I know the company has become a lot more focused in recent years, but not to completely neglect Siglec-15. You did put out some interesting data regarding bone density. Is there maybe opportunities there?
Yeah, so we do have another anti-Siglec-15. This is our NC605 program. That's actually has a very impressive data set and focuses on bone-related diseases. Currently we're focused on an orphan indication, osteogenesis imperfecta. This has really gotten a lot of attention based on some work Ultragenyx has done with sclerostin in the pediatric population. We're actually focused on the adult population. We think our molecule will be safer. We've been able to demonstrate in multiple animal models the ability to not only decrease bone resorption, but enhance bone formation and quality bone, both in the cortical and the trabecular space. So we're in the process of talking to a number of different groups, to see how best to advance this program. We're currently doing tox studies.

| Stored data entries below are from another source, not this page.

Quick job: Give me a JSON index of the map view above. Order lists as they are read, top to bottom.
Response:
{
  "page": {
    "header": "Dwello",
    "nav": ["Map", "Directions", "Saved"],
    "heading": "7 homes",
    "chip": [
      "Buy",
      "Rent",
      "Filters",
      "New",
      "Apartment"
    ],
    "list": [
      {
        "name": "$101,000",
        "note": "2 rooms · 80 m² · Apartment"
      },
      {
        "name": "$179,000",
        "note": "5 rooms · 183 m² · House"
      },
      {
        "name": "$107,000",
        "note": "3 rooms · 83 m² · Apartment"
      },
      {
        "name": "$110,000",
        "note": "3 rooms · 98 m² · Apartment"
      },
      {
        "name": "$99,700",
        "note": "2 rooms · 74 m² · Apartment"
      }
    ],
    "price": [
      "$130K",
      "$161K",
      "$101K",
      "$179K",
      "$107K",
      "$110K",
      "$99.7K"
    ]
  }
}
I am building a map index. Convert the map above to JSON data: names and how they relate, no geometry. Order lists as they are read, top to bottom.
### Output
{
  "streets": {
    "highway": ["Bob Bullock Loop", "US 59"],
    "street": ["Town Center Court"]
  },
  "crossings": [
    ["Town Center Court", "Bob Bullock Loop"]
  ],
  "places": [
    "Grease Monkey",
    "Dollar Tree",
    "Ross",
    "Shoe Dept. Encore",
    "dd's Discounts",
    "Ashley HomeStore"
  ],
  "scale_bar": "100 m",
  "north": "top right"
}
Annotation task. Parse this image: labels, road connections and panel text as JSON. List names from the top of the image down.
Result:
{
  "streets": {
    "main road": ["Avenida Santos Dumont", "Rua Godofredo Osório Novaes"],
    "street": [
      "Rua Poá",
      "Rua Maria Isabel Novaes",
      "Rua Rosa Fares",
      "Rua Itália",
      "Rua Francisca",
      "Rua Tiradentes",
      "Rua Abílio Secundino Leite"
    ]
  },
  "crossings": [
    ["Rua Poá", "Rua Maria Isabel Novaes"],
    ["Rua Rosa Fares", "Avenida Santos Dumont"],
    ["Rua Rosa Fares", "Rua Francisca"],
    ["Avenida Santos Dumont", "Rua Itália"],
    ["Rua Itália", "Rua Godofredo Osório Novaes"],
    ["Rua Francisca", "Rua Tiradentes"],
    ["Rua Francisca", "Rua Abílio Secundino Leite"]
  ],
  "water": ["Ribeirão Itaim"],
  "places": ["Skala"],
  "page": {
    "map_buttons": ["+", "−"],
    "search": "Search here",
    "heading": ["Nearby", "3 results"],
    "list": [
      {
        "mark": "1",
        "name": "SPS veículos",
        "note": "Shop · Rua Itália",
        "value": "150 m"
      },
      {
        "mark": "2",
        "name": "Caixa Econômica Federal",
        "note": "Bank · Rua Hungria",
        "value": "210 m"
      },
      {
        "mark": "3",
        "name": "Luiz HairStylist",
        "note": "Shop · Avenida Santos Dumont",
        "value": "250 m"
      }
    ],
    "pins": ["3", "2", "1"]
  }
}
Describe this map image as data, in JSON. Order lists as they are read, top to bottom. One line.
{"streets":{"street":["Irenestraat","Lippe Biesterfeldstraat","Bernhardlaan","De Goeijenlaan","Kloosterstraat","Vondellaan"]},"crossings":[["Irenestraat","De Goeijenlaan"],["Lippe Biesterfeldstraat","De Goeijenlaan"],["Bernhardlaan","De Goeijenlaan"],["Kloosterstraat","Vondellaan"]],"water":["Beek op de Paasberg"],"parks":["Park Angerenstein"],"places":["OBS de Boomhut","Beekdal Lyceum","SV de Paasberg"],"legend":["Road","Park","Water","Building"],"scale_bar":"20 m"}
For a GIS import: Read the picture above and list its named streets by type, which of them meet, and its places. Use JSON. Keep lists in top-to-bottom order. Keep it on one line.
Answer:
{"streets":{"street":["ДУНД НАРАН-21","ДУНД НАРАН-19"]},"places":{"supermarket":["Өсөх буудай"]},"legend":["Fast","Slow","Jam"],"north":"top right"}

Even though our focus has been on oncology, as you mentioned, a more focused effort on these two programs, hopefully with the right support, we'd love to see the bone program advance in some way also.
Excellent. Well, thank you, Michael, for attending today.
Well, thank you very much, Gil. I greatly appreciate the opportunity. It's always a pleasure speaking with you, and we appreciate again Needham's ongoing support. So thank you very much.